**EXERCISE REQUIREMENTS**
Repeat every line that appears below, with nothing altered.

**DATA IN THIS EXERCISE**
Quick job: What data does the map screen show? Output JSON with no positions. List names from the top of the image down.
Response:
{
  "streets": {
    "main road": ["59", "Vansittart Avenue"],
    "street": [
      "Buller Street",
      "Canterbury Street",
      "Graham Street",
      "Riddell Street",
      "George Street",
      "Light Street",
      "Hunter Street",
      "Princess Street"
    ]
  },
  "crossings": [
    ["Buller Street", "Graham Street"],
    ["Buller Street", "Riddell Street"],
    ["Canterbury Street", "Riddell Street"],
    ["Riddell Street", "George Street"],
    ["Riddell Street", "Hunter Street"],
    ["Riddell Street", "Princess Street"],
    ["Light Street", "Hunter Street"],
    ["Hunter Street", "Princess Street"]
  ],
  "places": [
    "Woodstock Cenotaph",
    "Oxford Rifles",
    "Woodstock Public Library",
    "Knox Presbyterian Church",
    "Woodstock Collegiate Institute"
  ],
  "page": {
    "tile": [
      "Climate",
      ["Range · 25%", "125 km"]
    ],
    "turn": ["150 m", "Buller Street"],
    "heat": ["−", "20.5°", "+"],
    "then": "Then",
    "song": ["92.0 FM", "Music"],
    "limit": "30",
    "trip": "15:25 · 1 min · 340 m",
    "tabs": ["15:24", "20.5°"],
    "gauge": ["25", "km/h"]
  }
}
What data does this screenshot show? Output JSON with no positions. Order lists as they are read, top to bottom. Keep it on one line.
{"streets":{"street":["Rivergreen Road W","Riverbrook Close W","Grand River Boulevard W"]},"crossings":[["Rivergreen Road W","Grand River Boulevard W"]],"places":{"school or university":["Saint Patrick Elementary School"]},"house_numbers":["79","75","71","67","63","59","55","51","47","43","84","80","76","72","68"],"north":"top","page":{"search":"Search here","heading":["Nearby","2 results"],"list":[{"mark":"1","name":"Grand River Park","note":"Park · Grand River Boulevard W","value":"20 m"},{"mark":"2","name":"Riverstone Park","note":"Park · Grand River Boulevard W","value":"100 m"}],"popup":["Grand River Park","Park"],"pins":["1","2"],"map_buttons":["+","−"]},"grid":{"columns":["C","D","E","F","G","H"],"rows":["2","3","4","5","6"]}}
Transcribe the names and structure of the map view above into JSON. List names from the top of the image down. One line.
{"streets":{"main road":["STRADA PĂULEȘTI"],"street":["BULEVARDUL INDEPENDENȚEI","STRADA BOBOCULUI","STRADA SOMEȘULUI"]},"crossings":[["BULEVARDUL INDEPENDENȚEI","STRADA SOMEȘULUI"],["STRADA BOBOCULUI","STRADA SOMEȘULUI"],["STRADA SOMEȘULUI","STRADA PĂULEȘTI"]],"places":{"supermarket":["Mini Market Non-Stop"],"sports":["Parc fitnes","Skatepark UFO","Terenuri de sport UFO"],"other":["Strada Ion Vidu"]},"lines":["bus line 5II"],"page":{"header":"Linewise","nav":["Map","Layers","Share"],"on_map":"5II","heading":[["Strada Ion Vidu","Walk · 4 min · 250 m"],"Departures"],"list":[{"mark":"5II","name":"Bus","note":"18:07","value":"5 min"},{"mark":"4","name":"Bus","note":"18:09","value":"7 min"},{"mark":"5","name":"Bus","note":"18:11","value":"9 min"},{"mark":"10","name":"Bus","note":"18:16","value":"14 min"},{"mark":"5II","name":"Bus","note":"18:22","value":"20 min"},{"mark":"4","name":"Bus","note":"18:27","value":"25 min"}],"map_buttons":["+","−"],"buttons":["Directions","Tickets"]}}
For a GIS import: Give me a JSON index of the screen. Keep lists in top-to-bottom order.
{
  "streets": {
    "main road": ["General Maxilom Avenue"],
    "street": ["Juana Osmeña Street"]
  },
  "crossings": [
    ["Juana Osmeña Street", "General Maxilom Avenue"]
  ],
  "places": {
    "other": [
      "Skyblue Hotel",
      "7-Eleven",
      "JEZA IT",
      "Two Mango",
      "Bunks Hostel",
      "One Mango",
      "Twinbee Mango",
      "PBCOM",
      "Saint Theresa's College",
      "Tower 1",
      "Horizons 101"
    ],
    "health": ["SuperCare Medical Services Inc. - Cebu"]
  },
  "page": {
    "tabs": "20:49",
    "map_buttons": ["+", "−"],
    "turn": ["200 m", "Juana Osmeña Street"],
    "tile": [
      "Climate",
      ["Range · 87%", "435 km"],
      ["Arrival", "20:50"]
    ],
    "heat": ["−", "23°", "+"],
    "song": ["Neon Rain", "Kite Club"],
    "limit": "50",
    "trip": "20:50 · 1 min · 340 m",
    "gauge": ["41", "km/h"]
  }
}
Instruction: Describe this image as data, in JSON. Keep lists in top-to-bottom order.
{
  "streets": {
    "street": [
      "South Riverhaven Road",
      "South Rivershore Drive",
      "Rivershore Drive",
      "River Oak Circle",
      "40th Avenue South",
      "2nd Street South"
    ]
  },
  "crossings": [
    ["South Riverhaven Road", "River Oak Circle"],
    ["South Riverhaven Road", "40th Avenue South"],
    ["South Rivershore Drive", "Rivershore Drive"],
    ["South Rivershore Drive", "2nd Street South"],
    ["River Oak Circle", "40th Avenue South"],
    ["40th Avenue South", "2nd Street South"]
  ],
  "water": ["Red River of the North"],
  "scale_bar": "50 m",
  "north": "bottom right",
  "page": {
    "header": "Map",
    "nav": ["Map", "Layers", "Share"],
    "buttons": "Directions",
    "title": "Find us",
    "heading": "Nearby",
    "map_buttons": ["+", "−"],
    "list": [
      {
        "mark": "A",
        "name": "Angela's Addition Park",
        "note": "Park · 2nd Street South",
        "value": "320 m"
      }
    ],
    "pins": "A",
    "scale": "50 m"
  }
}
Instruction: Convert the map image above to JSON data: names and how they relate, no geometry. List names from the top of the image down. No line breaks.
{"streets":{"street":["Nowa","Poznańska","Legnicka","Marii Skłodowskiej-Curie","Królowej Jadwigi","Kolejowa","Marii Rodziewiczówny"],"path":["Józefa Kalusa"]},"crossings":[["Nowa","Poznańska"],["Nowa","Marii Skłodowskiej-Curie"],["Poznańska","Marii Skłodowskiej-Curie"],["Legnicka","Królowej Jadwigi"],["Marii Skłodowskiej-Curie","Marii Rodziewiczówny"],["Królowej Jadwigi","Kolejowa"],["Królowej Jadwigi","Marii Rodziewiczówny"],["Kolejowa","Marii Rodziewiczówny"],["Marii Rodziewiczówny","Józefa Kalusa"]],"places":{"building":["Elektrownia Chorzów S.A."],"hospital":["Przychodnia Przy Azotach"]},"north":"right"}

**FINAL ANSWER**
Quick job: What data does the map screen show? Output JSON with no positions. List names from the top of the image down.
Response:
{
  "streets": {
    "main road": ["59", "Vansittart Avenue"],
    "street": [
      "Buller Street",
      "Canterbury Street",
      "Graham Street",
      "Riddell Street",
      "George Street",
      "Light Street",
      "Hunter Street",
      "Princess Street"
    ]
  },
  "crossings": [
    ["Buller Street", "Graham Street"],
    ["Buller Street", "Riddell Street"],
    ["Canterbury Street", "Riddell Street"],
    ["Riddell Street", "George Street"],
    ["Riddell Street", "Hunter Street"],
    ["Riddell Street", "Princess Street"],
    ["Light Street", "Hunter Street"],
    ["Hunter Street", "Princess Street"]
  ],
  "places": [
    "Woodstock Cenotaph",
    "Oxford Rifles",
    "Woodstock Public Library",
    "Knox Presbyterian Church",
    "Woodstock Collegiate Institute"
  ],
  "page": {
    "tile": [
      "Climate",
      ["Range · 25%", "125 km"]
    ],
    "turn": ["150 m", "Buller Street"],
    "heat": ["−", "20.5°", "+"],
    "then": "Then",
    "song": ["92.0 FM", "Music"],
    "limit": "30",
    "trip": "15:25 · 1 min · 340 m",
    "tabs": ["15:24", "20.5°"],
    "gauge": ["25", "km/h"]
  }
}
What data does this screenshot show? Output JSON with no positions. Order lists as they are read, top to bottom. Keep it on one line.
{"streets":{"street":["Rivergreen Road W","Riverbrook Close W","Grand River Boulevard W"]},"crossings":[["Rivergreen Road W","Grand River Boulevard W"]],"places":{"school or university":["Saint Patrick Elementary School"]},"house_numbers":["79","75","71","67","63","59","55","51","47","43","84","80","76","72","68"],"north":"top","page":{"search":"Search here","heading":["Nearby","2 results"],"list":[{"mark":"1","name":"Grand River Park","note":"Park · Grand River Boulevard W","value":"20 m"},{"mark":"2","name":"Riverstone Park","note":"Park · Grand River Boulevard W","value":"100 m"}],"popup":["Grand River Park","Park"],"pins":["1","2"],"map_buttons":["+","−"]},"grid":{"columns":["C","D","E","F","G","H"],"rows":["2","3","4","5","6"]}}
Transcribe the names and structure of the map view above into JSON. List names from the top of the image down. One line.
{"streets":{"main road":["STRADA PĂULEȘTI"],"street":["BULEVARDUL INDEPENDENȚEI","STRADA BOBOCULUI","STRADA SOMEȘULUI"]},"crossings":[["BULEVARDUL INDEPENDENȚEI","STRADA SOMEȘULUI"],["STRADA BOBOCULUI","STRADA SOMEȘULUI"],["STRADA SOMEȘULUI","STRADA PĂULEȘTI"]],"places":{"supermarket":["Mini Market Non-Stop"],"sports":["Parc fitnes","Skatepark UFO","Terenuri de sport UFO"],"other":["Strada Ion Vidu"]},"lines":["bus line 5II"],"page":{"header":"Linewise","nav":["Map","Layers","Share"],"on_map":"5II","heading":[["Strada Ion Vidu","Walk · 4 min · 250 m"],"Departures"],"list":[{"mark":"5II","name":"Bus","note":"18:07","value":"5 min"},{"mark":"4","name":"Bus","note":"18:09","value":"7 min"},{"mark":"5","name":"Bus","note":"18:11","value":"9 min"},{"mark":"10","name":"Bus","note":"18:16","value":"14 min"},{"mark":"5II","name":"Bus","note":"18:22","value":"20 min"},{"mark":"4","name":"Bus","note":"18:27","value":"25 min"}],"map_buttons":["+","−"],"buttons":["Directions","Tickets"]}}
For a GIS import: Give me a JSON index of the screen. Keep lists in top-to-bottom order.
{
  "streets": {
    "main road": ["General Maxilom Avenue"],
    "street": ["Juana Osmeña Street"]
  },
  "crossings": [
    ["Juana Osmeña Street", "General Maxilom Avenue"]
  ],
  "places": {
    "other": [
      "Skyblue Hotel",
      "7-Eleven",
      "JEZA IT",
      "Two Mango",
      "Bunks Hostel",
      "One Mango",
      "Twinbee Mango",
      "PBCOM",
      "Saint Theresa's College",
      "Tower 1",
      "Horizons 101"
    ],
    "health": ["SuperCare Medical Services Inc. - Cebu"]
  },
  "page": {
    "tabs": "20:49",
    "map_buttons": ["+", "−"],
    "turn": ["200 m", "Juana Osmeña Street"],
    "tile": [
      "Climate",
      ["Range · 87%", "435 km"],
      ["Arrival", "20:50"]
    ],
    "heat": ["−", "23°", "+"],
    "song": ["Neon Rain", "Kite Club"],
    "limit": "50",
    "trip": "20:50 · 1 min · 340 m",
    "gauge": ["41", "km/h"]
  }
}
Instruction: Describe this image as data, in JSON. Keep lists in top-to-bottom order.
{
  "streets": {
    "street": [
      "South Riverhaven Road",
      "South Rivershore Drive",
      "Rivershore Drive",
      "River Oak Circle",
      "40th Avenue South",
      "2nd Street South"
    ]
  },
  "crossings": [
    ["South Riverhaven Road", "River Oak Circle"],
    ["South Riverhaven Road", "40th Avenue South"],
    ["South Rivershore Drive", "Rivershore Drive"],
    ["South Rivershore Drive", "2nd Street South"],
    ["River Oak Circle", "40th Avenue South"],
    ["40th Avenue South", "2nd Street South"]
  ],
  "water": ["Red River of the North"],
  "scale_bar": "50 m",
  "north": "bottom right",
  "page": {
    "header": "Map",
    "nav": ["Map", "Layers", "Share"],
    "buttons": "Directions",
    "title": "Find us",
    "heading": "Nearby",
    "map_buttons": ["+", "−"],
    "list": [
      {
        "mark": "A",
        "name": "Angela's Addition Park",
        "note": "Park · 2nd Street South",
        "value": "320 m"
      }
    ],
    "pins": "A",
    "scale": "50 m"
  }
}
Instruction: Convert the map image above to JSON data: names and how they relate, no geometry. List names from the top of the image down. No line breaks.
{"streets":{"street":["Nowa","Poznańska","Legnicka","Marii Skłodowskiej-Curie","Królowej Jadwigi","Kolejowa","Marii Rodziewiczówny"],"path":["Józefa Kalusa"]},"crossings":[["Nowa","Poznańska"],["Nowa","Marii Skłodowskiej-Curie"],["Poznańska","Marii Skłodowskiej-Curie"],["Legnicka","Królowej Jadwigi"],["Marii Skłodowskiej-Curie","Marii Rodziewiczówny"],["Królowej Jadwigi","Kolejowa"],["Królowej Jadwigi","Marii Rodziewiczówny"],["Kolejowa","Marii Rodziewiczówny"],["Marii Rodziewiczówny","Józefa Kalusa"]],"places":{"building":["Elektrownia Chorzów S.A."],"hospital":["Przychodnia Przy Azotach"]},"north":"right"}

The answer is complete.